Real-Time Import of Data from Databases to a Data Lake
Incremental data in databases can be imported to the data lake in real time.
DRS provides the CDC capability for TP/HTAP databases and can push real-time incremental data to a standard Kafka cluster for consumption in the data lake.
- The built-in Kafka cluster of Change Data Lake (CDL) can directly connect to DRS and write data to Hudi, ClickHouse, and DLI in real time. By default, DRS can dump data to CSS and OBS (low priority) in real time for real-time search and AI training. CDL establishes a link to DLI. DLI and MRS share CDL's capability to import data to the data lake. CDL has embedded Spark scripts. You can import data directly to Hudi or ClickHouse without writing SQL scripts.
- CDC imports data to the data lake through DRS and Kafka. DIS/DMS provides a standard Kafka message pipe for big data services such as MRS and DLI. DIS must support standard Kafka APIs.
- The database CDC imports data to GaussDB(DWS) in real time through DRS and Kafka.
- Direct import: This mode applies to scenarios where less than or equal to 3,000 lines of data need to be synchronized per second. DRS parses the real-time incremental data in the source database and directly writes it to GaussDB(DWS).
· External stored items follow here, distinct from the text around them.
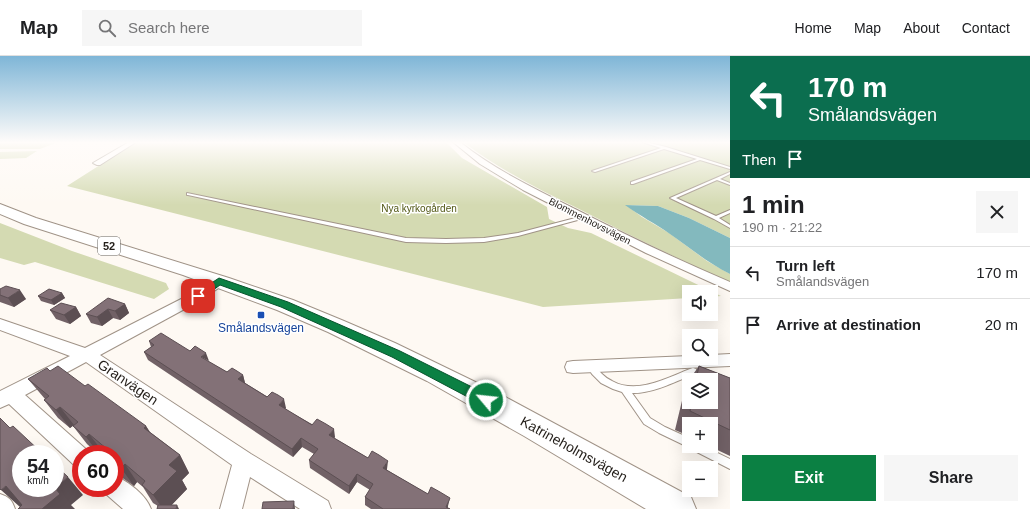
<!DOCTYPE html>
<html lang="en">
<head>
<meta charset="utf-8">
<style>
  body { margin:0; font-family:Helvetica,sans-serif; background:#f6f6f6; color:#202124; height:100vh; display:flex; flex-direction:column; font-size:15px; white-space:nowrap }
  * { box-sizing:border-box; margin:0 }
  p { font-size:13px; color:#757577 }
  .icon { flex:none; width:22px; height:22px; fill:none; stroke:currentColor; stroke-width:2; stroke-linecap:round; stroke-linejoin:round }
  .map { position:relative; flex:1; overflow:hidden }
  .drawer { display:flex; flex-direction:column; background:#fff; width:300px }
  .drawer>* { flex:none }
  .hud { background:#0b6e4f; color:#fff; overflow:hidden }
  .controls { position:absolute; left:682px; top:229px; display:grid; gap:8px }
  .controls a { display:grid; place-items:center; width:36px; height:36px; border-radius:0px; background:#fff; box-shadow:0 4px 16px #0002; font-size:20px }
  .speed { position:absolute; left:12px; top:389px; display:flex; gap:8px; font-size:20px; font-weight:700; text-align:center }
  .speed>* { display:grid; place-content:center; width:52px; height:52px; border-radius:50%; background:#fff; box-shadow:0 4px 16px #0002; line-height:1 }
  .speed small { font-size:10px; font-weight:400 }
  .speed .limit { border:6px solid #d22; background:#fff; color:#111 }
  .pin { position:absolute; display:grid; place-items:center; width:34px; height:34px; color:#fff; margin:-17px; border-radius:8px; box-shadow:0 2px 6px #0006 }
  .me { position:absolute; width:44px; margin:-22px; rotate:298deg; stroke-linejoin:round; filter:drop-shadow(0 0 3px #0008) }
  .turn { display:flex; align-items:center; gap:14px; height:84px; padding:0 12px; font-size:18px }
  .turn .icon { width:52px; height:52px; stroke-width:2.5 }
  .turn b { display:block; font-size:28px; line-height:34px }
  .then { display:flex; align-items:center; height:38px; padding:0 12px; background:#0003; gap:8px; font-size:15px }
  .round { display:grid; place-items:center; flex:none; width:42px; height:42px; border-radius:0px; background:#f6f6f6 }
  .overview { display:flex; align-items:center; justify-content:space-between; height:68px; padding:0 12px }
  h1 { font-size:24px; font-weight:700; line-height:30px }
  .primary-button { display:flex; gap:8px; margin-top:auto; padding:8px 12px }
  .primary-button a { flex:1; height:46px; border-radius:0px; background:#0b8043; color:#fff; font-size:16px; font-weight:700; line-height:46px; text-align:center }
  .primary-button a+a { background:#f6f6f6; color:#202124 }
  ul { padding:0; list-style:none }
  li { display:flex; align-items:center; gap:12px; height:52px; padding:0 12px; border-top:1px solid #e0e0e0 }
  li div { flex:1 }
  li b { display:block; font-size:15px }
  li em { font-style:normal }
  header { display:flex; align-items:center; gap:24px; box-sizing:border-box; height:56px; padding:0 20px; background:#fff; border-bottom:1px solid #e0e0e0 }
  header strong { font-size:19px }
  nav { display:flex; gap:22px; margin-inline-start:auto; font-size:14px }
  .search { width:280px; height:36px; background:#f6f6f6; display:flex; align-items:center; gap:10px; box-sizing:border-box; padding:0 14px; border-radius:0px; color:#757577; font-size:15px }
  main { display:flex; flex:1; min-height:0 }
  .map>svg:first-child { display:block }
  .green { fill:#d4dab2 }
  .water { fill:#83b9be }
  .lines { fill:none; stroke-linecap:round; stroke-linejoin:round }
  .lane-casing { stroke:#a09387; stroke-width:2 }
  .street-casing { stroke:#a09387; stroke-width:2 }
  .primary-casing { stroke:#a09387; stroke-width:2 }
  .lane { fill:#fff; fill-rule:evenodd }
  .street { fill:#fff; fill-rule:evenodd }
  .primary { fill:#fff; fill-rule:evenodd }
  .wall { fill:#716166; fill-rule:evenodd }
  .shaded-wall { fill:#5c4f53 }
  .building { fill:#837177; stroke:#5c4f53 }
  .route { fill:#0b8043; stroke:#07532c }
  .transit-dot { fill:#1a4fb4; stroke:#fff; stroke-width:1.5 }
  .labels { text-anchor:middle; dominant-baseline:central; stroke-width:3; stroke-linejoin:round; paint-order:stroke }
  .far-park-label { font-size:10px; fill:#515714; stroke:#fff }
  .far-street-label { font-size:10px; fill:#231e19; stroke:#fff }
  .shield { fill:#fff; stroke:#65625e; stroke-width:1 }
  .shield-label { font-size:11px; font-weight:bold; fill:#231e19 }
  .transit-label { font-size:12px; fill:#164399; stroke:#fff }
  .near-street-label { font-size:14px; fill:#231e19; stroke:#fff }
</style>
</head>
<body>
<header>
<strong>Map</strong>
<div class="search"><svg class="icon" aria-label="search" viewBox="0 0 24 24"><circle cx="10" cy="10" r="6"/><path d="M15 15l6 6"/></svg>Search here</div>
<nav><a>Home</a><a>Map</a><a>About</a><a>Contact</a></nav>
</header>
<main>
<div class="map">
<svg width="730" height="453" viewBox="0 0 730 453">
  <rect width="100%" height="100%" fill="#fef9f3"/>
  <path class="green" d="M0 86H58L40 93H0Z
    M136 86H446L462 102 547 151 549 163 568 172 591 177 721 240 711 241V236H689V242L543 251 67 130Z
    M463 86H730V182L689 162 658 150 626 149 642 161 669 177 707 205 730 218V227C679 203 629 179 579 153 538 133 499 113 463 86Z
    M37 95 26 102 0 103V96Z
    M0 167 72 195 166 227 169 233 154 243 35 206 24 209 0 202Z"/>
  <path class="water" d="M625 149 658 150 689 162 730 182V218C708 207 690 192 670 178 656 168 640 160 625 149Z"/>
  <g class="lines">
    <defs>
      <path id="lane" d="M642 86H646L666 91 730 111V113L700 104 633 128H631V126L697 103 664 93 595 116 592 115 661 92Z
        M730 116V118L720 123 730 127V129L717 124 676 142 716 160 730 154V157L719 162 730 169V172L714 163 670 142Z
        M187 137 406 182 446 183 484 182 518 177 583 160 585 161V162L518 180 484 186 446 187 406 186 188 139H187Z
        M591 307C596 309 598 314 602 318 605 321 608 323 612 325 637 339 667 322 690 313L693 312 696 313 697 315 696 317C677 325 652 338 632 337L650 362 665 371 689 382V390H703L730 403V413L691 393 690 391 686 390 659 377 644 368 622 336 613 333 601 327 592 318 587 310 588 308Z"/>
      <path id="street" d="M129 86H136L100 109H97L93 107Z
        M453 86H460C495 114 535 133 575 153 626 179 678 204 730 226V235L646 197 523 134 480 108Z
        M219 221 224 222 225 225 224 228 203 243 100 299 251 398 328 445 331 453H300L250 421 242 453H220L232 409 86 306 25 339 88 395 90 398H81V412L74 409 9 348 0 352V335L70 300 0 274V263L85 292 193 237 214 222Z
        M730 298V310L573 317 567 316 565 311 567 306 573 305 689 300V302H711V299Z
        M115 420C129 426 146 439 151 453H123L107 439 105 432H115Z
        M0 438C9 441 12 444 15 453H0Z"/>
      <path id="primary" d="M0 148 36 162 229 222 293 244 344 265 395 287 496 336 691 441 696 453H646L524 380 427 325 328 276 277 254 183 219 24 168 0 158Z"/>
    </defs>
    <use href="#lane" class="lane-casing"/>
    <use href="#street" class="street-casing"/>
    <use href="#primary" class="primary-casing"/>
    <use href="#lane" class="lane"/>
    <use href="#street" class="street"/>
    <use href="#primary" class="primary"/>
  </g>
  <path class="wall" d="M0 233 26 243 14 251 0 246Z
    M62 237 65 242 54 249 41 245 38 240Z
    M125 248 129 257 120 264 113 262 102 270 91 267 86 258Z
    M76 251 81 260 70 268 56 263 50 254Z
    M149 285 190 295 227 316 243 319 245 327 286 352 285 353 335 381 334 382 387 413V414L448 450V452L450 453H371L365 449V441L370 434 357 426 349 438 310 412 309 404 314 398 302 391 293 401 148 304 144 296 151 291Z
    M699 310 730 322V400L709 390H711V368H689V380L675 374 686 328ZM689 324H711V346H689Z
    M50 315 85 330 146 370 150 376 180 399 189 417 182 424 187 433 171 449 158 450 153 447 143 431 137 426 134 430 121 421 115 416V398L103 396 100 398H98L87 388 73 370 74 369 70 372 58 362 44 344 45 343 28 323Z"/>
  <path class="shaded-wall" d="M20 234 26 243 14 251 8 242Z
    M62 237 65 242 54 249 51 244Z
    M125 248 129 257 120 264 115 255Z
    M76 251 81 260 70 268 64 259Z
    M108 253 113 262 102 270 97 261Z
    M206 297 209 305 201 301Z
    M243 319 245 327 240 331 238 323Z
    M284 343 286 352 280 357 279 349Z
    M60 351 74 369 70 372 56 354Z
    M146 370 157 389 144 372Z
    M334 373 335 381 330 387 329 379Z
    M89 378 103 396 100 398H99L86 381Z
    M301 382 302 391 293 401 292 393Z
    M180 399 189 417 182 424 187 433 168 453H163L153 439 169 409Z
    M388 405 387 413 383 420V412Z
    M125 408 137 426 134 430 121 412Z
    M357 418V426L349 438V430Z
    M68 421 83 439 71 449 75 453H42L55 432Z
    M6 430 25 448 20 451 1 434Z
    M450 442 448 450 447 453 446 451Z
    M294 445 295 453H293Z
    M177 449 179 453H176Z"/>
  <path class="building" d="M6 230 20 234 8 242 0 239V233Z
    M49 233 62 237 51 244 38 240Z
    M108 242 125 248 115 255 108 253 97 261 86 258Z
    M61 247 76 251 64 259 50 254Z
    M161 277 190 295 195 290 206 297 201 301 227 316 232 312 237 315 243 319 238 323 267 341 272 336 278 339 284 343 279 349 312 369 317 363 326 368 334 373 329 379 368 402 372 395 379 399 388 405 383 412 428 438 431 431 440 436 450 442 446 451 450 453H383L365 441 373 428 357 418 349 430 309 404 318 393 301 382 292 393 144 296 154 289 149 285Z
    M58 310 85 330 88 328 146 370 144 372 180 399 169 409 177 415 153 439 142 429 145 425 125 408 121 412 115 408V398H102L107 393 89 378 86 381 73 370 78 366 60 351 56 354 44 344 49 340 28 323 47 312 50 315Z
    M699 310 730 322V374L690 355 692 346H711V324H696Z
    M0 362 10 372 13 370 43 398H21V432H55L60 438 42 453H18L22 449 6 430 1 434 0 433Z
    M55 409 68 421 55 432Z
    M294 445 293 453H262L263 446Z
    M158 449H177L176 453H157Z"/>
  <linearGradient id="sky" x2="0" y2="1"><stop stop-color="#7fb6d7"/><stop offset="0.58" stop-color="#fffcfa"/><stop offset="1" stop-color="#fffcfa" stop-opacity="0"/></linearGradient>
  <rect width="730" height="149" fill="url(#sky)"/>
  <path class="route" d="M219 222 288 246 400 295 490 340 492 344 490 348 486 349 481 348 392 301 281 251 220 229 202 242H195L194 240 195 238Z"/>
  <rect class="transit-dot" x="257" y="255" width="8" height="8" rx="2"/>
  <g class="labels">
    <g class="far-park-label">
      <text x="419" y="152">Nya kyrkogården</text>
    </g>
    <g class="far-street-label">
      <text transform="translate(590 165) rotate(27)">Blommenhovsvägen</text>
    </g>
    <rect class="shield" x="98" y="181" width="22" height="18" rx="3"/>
    <g class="shield-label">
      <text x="109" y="190">52</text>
    </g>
    <g class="transit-label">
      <text x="261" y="272">Smålandsvägen</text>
    </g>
    <g class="near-street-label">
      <text transform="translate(128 326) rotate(34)">Granvägen</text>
      <text transform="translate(574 393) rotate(29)">Katrineholmsvägen</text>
    </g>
  </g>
</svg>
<div class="controls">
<a><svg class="icon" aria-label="sound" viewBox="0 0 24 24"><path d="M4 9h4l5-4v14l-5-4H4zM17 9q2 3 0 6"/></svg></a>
<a><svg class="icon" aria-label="search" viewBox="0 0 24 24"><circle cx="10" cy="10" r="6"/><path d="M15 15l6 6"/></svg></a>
<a><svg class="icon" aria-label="layers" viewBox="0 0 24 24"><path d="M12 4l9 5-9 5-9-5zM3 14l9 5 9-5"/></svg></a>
<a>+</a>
<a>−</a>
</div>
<div class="speed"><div>54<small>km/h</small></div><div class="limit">60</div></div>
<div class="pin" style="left:198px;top:240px;background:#d93025"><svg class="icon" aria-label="arrive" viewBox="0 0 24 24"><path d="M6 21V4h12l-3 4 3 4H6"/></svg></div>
<svg class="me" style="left:486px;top:344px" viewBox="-20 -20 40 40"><circle r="17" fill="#0b8043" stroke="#fff" stroke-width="3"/><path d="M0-11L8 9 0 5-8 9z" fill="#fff"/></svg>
</div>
<section class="drawer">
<div class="hud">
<div class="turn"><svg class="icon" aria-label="left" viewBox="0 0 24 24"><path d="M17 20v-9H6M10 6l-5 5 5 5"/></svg><div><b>170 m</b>Smålandsvägen</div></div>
<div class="then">Then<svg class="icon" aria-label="arrive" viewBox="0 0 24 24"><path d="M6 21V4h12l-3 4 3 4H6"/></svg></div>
</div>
<div class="overview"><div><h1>1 min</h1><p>190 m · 21:22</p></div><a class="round"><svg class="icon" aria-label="close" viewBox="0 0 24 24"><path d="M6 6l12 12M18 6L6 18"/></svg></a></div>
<ul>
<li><svg class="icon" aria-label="left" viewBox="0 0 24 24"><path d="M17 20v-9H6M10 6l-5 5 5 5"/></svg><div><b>Turn left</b><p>Smålandsvägen</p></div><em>170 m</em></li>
<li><svg class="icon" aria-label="arrive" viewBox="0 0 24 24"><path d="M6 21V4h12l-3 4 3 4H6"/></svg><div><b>Arrive at destination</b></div><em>20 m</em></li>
</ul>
<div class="primary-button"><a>Exit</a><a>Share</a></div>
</section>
</main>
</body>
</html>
- Import through a buffer: This mode applies to scenarios where more than 3,000 lines of data need to be synchronized per second. DRS obtains real-time incremental data from the source database and pushes the data to the backend Kafka message cluster. Then the built-in GDS-kafka Connector of GaussDB(DWS) writes the data to GaussDB(DWS) tables.
Real-Time Import of Messages and Logs to a Data Lake
DIS allows you to build Serverless message clusters and collect and dump data to OBS, DLI tables, and CloudTable.
LTS provides application operations and O&M capabilities, such as log collection, query, and analysis. In addition, LTS can dump log data to data lake components such as OBS, DIS, and DLI tables for further analysis.
Real-time import of streaming data such as messages to the data lake through DIS
- DIS provides Serverless message clusters with message pipelines for dumping messages to big data cloud services such as MRS and DLI.
- DIS can also collect and dump data to big data ecosystem services such as OBS, DLI, and CloudTable at scheduled time.
Import of streaming data such as application logs to the data lake through LTS
LTS provides log collection and O&M functions and can dump logs to DIS/DMS, OBS, and DLI for further analysis.